▶ EXERCISE DIRECTIONS
Each line of the data below containing "fabs" needs to be listed.

Start of MATERIALS PROVIDED

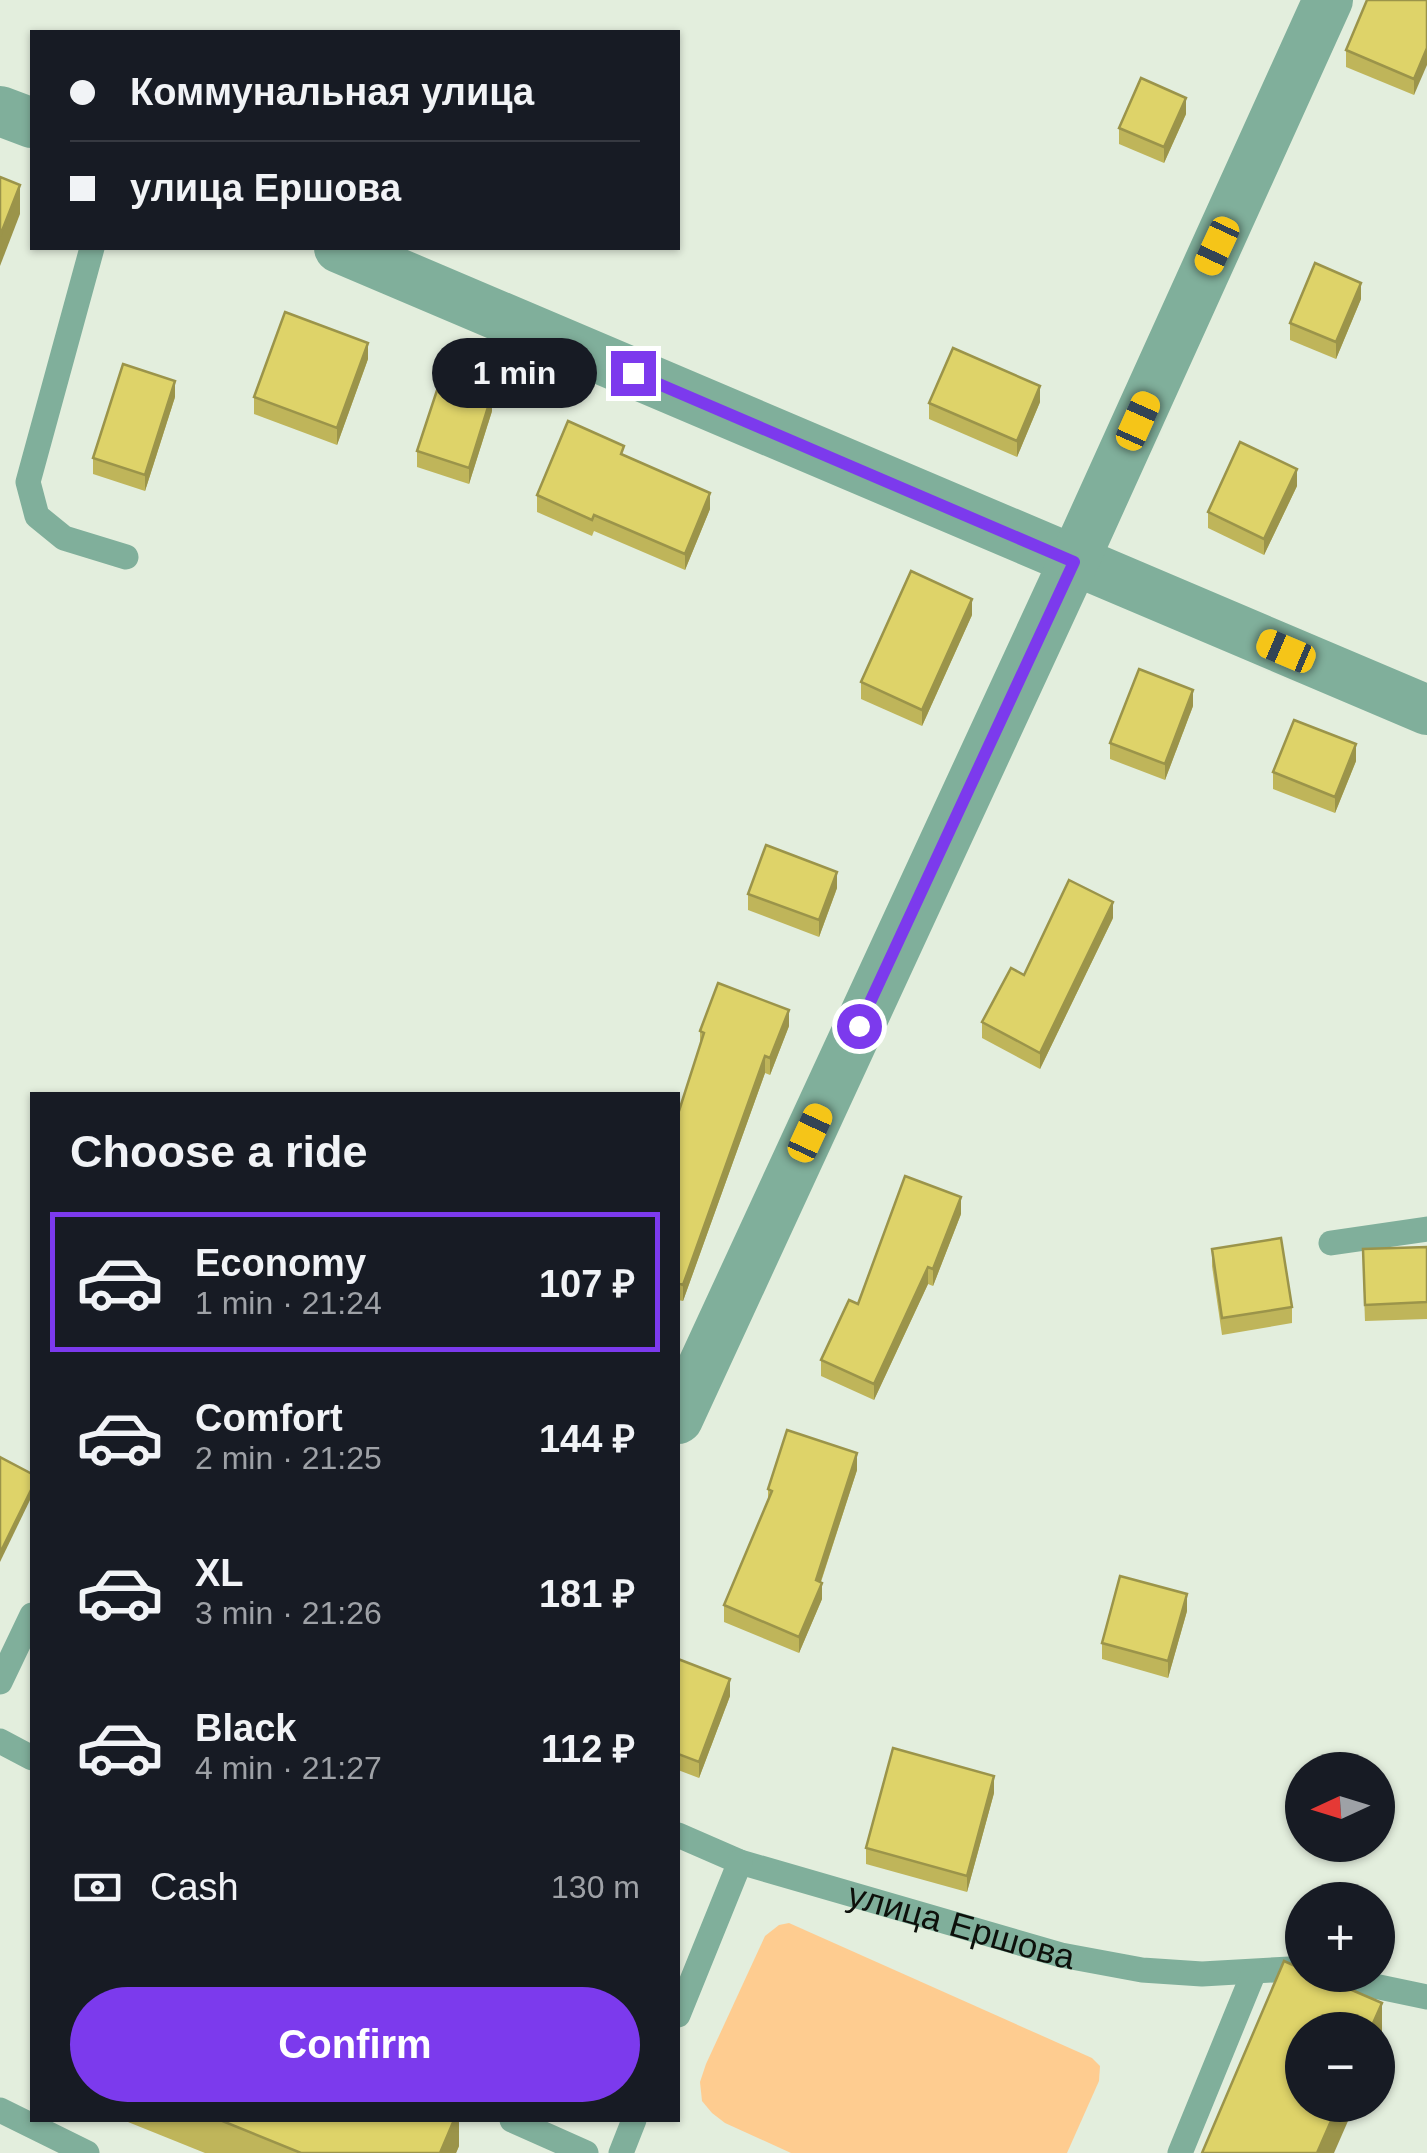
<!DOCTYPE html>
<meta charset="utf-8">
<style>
body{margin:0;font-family:Arial,sans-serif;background:#20242c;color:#f1f3f6;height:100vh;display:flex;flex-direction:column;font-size:38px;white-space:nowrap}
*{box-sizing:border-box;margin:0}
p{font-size:32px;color:#9ea1a6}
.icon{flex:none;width:55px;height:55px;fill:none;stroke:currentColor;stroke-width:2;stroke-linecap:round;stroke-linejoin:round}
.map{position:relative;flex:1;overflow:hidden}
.side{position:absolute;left:30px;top:1092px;width:650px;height:1030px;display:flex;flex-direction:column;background:#171b24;border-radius:0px;box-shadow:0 2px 8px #0004}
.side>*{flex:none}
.banner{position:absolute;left:30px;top:30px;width:650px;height:220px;border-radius:0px;box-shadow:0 2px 8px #0004;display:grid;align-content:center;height:220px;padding:0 40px;background:#171b24}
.needle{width:65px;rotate:266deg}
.fabs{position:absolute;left:1285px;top:1752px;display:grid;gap:20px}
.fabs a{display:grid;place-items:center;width:110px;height:110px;border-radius:50%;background:#171b24;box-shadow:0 2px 8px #0004;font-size:50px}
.end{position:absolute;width:45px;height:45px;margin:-22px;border:12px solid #7c3aed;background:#fff;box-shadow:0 0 0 5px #fff}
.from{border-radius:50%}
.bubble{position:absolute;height:70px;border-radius:35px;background:#171b24;box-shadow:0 2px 8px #0004;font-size:32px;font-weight:600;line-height:70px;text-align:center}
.car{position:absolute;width:30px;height:60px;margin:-30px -15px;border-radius:12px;box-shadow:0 0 8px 2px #0007;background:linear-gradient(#f5c518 24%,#345 0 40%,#f5c518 0 76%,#345 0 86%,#f5c518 0)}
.banner b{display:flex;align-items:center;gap:35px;height:95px;font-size:38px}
.banner b+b{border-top:2px solid #363941}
.banner i{width:25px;height:25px;background:#f1f3f6}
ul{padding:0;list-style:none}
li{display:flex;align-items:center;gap:30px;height:140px;margin:0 20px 15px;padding:0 20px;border:5px solid transparent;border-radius:0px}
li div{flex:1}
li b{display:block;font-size:38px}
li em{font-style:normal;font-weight:600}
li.current{border-color:#7c3aed}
li>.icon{width:90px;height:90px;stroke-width:1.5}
h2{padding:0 40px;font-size:45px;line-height:120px}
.pay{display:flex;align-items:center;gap:25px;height:110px;padding:0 40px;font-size:38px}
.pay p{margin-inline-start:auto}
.cta{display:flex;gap:20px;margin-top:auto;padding:20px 40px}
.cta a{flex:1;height:115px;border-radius:60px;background:#7c3aed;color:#fff;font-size:40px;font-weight:600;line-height:115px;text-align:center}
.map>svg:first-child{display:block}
.green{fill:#fecc90}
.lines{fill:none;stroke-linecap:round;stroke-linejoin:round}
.service{stroke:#80af9b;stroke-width:25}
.minor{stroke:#80af9b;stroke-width:50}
.wall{fill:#bfb55a}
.shaded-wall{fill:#9b944a}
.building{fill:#ded369;stroke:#9b944a;stroke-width:2.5}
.route{stroke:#7c3aed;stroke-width:12}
.labels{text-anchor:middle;stroke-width:8;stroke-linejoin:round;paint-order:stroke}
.street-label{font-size:35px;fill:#0d100b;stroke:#fff}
</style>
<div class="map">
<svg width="1427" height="2153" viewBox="0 0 1427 2153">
<rect width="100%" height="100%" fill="#e3eedd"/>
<polygon class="green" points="789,1923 1092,2058 1100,2066 1099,2081 1067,2153 791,2153 725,2123 712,2113 702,2101 700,2082 706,2064 765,1936 779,1925"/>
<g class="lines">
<g class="service">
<polyline points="92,248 28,482 37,516 64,538 126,557"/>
<polyline points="1331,1243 1427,1229"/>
<polyline points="0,1682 32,1615"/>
<polyline points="0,1741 32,1758"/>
<path id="s1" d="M678,1835L740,1862L1061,1955L1142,1970L1202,1974L1290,1969L1302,1972"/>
<polyline points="1322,1975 1427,1997"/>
<polyline points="678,2015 740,1862"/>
<polyline points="0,2110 87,2153"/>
<polyline points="512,2120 586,2153"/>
<polyline points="621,2153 634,2120"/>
<polyline points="1180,2153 1254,1972"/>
</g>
<g class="minor">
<polyline points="0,111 32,123"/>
<polyline points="339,248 1427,710"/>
<polyline points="678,1419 1074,561 1328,0"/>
</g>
</g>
<g class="wall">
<polygon points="1427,0 1414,95 1346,67 1346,50"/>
<polygon points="1186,114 1164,163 1119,144 1119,128"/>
<polygon points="1361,299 1336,359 1290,340 1290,323"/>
<polygon points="368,359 337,445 254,414 254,397"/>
<polygon points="175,397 145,491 93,474 93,458"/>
<polygon points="1040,402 1017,457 929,419 929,403"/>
<polygon points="492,411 469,484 417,467 417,451"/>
<polygon points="624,455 710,509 685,570 594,531 592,536 537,512 537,495"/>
<polygon points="1297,486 1264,555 1208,528 1208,512"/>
<polygon points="972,615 922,726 861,699 861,682"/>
<polygon points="1193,706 1165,780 1110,759 1110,743"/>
<polygon points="1356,761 1335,813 1273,789 1273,772"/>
<polygon points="837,888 819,937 748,910 748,894"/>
<polygon points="1113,918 1040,1069 982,1038 982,1022 1024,975"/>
<polygon points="789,1026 770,1075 765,1073 683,1301 678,1300 678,1114 700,1046 700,1031"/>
<polygon points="961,1214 933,1286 928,1284 874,1400 821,1376 821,1360 858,1304"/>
<polygon points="1427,1247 1427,1319 1365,1321 1363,1266"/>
<polygon points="1212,1249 1292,1307 1292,1323 1222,1335 1212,1266"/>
<polygon points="857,1470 821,1582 822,1599 799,1653 724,1622 724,1605 768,1501 768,1489"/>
<polygon points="1187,1611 1168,1678 1102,1659 1102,1643"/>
<polygon points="678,1659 730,1696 699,1778 678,1770"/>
<polygon points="994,1793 967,1892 866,1864 866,1848"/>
<polygon points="32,1928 32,1972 31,1971 31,1932"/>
<polygon points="123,2120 459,2120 459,2146 456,2153 205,2153"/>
</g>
<g class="shaded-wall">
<polygon points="1427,48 1427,65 1414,95 1414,79"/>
<polygon points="1186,98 1186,114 1164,163 1164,147"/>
<polygon points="20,185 20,214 0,266 0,236"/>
<polygon points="1361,283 1361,299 1336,359 1336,342"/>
<polygon points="368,343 368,359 337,445 337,428"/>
<polygon points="175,381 175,397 145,491 145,475"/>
<polygon points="1040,386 1040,402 1017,457 1017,441"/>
<polygon points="492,394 492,411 469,484 469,468"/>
<polygon points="1297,469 1297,486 1264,555 1264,539"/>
<polygon points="710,493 710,509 685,570 685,554"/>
<polygon points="972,599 972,615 922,726 922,710"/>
<polygon points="1193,690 1193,706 1165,780 1165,764"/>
<polygon points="1356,744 1356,761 1335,813 1335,797"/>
<polygon points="837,872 837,888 819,937 819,920"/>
<polygon points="1113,902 1113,918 1040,1069 1040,1053"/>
<polygon points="789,1010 789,1026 770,1075 770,1058"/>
<polygon points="765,1056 765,1073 683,1301 683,1285"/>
<polygon points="961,1197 961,1214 933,1286 933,1269"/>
<polygon points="928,1267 928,1284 874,1400 874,1384"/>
<polygon points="857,1453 857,1470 816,1596 816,1580"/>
<polygon points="32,1488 32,1496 0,1562 0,1553"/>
<polygon points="822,1583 822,1599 799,1653 799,1637"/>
<polygon points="1187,1594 1187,1611 1168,1678 1168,1661"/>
<polygon points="730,1679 730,1696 699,1778 699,1762"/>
<polygon points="994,1776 994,1793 967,1892 967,1876"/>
<polygon points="1382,2003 1382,2042 1378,2052 1378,2030 1370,2030"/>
<polygon points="1338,2105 1355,2105 1334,2153 1317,2153"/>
<polygon points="454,2120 459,2120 459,2146 456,2153 440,2153"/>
</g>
<g class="building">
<polygon points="1367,0 1427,0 1427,48 1414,79 1346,50"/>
<polygon points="1141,78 1186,98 1164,147 1119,128"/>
<polygon points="0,177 20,185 0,236"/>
<polygon points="1315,263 1361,283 1336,342 1290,323"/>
<polygon points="285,312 368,343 337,428 254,397"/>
<polygon points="953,348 1040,386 1017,441 929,403"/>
<polygon points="123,364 175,381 145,475 93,458"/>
<polygon points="441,378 492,394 469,468 417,451"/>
<polygon points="568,421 624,446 621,454 710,493 685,554 594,515 592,520 537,495"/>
<polygon points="1240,442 1297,469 1264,539 1208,512"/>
<polygon points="911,571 972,599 922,710 861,682"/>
<polygon points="1139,669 1193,690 1165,764 1110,743"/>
<polygon points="1294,720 1356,744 1335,797 1273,772"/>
<polygon points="766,845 837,872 819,920 748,894"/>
<polygon points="1069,880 1113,902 1040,1053 982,1022 1011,968 1024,975"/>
<polygon points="718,983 789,1010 770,1058 765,1056 683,1285 678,1283 678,1114 704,1033 700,1031"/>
<polygon points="905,1176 961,1197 933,1269 928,1267 874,1384 821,1360 849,1300 858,1304"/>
<polygon points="1281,1238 1292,1307 1222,1318 1212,1249"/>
<polygon points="1427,1247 1427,1302 1365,1305 1363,1249"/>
<polygon points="787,1430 857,1453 816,1580 822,1583 799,1637 724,1605 772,1491 768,1489"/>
<polygon points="0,1457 32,1474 32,1488 0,1553"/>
<polygon points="1120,1576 1187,1594 1168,1661 1102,1643"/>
<polygon points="678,1659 730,1679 699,1762 678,1754"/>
<polygon points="893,1748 994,1776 967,1876 866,1848"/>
<polygon points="1284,1961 1302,1969 1302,1975 1317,1975 1382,2003 1370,2030 1302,2030 1302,2105 1338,2105 1317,2153 1202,2153"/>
<polygon points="220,2120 454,2120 440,2153 301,2153"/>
</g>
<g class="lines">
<polyline class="route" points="633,373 1074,562 859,1026"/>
</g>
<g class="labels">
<g class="street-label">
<text dy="12" stroke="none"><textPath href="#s1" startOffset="298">улица Ершова</textPath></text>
</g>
</g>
</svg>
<div class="fabs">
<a><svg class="needle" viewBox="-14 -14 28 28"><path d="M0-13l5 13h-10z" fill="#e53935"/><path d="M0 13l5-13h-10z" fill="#9ea1a6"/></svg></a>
<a>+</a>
<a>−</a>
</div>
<i class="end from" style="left:859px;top:1026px"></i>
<i class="end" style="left:633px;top:373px"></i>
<div class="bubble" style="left:432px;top:338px;width:165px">1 min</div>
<i class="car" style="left:1217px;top:246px;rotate:205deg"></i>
<i class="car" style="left:1138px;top:421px;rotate:24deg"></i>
<i class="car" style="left:1286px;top:651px;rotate:293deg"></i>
<i class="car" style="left:810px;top:1133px;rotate:25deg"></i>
<div class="banner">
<b><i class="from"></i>Коммунальная улица</b>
<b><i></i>улица Ершова</b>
</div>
<section class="side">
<h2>Choose a ride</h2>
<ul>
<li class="current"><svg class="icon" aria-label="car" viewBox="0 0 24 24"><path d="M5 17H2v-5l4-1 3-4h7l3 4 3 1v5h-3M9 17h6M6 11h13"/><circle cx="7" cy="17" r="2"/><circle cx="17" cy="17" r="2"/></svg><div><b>Economy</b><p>1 min · 21:24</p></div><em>107 ₽</em></li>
<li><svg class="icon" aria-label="car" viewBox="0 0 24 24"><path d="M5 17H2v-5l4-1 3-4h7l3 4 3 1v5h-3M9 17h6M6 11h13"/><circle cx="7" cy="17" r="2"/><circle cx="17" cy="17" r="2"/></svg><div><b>Comfort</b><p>2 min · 21:25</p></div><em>144 ₽</em></li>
<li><svg class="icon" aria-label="car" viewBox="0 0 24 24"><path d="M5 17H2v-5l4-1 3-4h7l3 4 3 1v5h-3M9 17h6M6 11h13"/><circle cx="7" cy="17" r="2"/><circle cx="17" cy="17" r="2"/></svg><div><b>XL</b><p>3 min · 21:26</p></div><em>181 ₽</em></li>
<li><svg class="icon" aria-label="car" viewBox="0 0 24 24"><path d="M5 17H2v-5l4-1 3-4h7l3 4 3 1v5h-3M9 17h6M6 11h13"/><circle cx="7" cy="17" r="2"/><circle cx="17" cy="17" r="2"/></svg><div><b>Black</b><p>4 min · 21:27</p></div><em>112 ₽</em></li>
</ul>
<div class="pay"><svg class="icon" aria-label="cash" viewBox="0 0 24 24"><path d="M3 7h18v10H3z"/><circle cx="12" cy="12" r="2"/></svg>Cash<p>130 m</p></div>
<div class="cta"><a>Confirm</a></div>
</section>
</div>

End of MATERIALS PROVIDED

▶ EXPECTED ANSWER
.fabs{position:absolute;left:1285px;top:1752px;display:grid;gap:20px}
.fabs a{display:grid;place-items:center;width:110px;height:110px;border-radius:50%;background:#171b24;box-shadow:0 2px 8px #0004;font-size:50px}
<div class="fabs">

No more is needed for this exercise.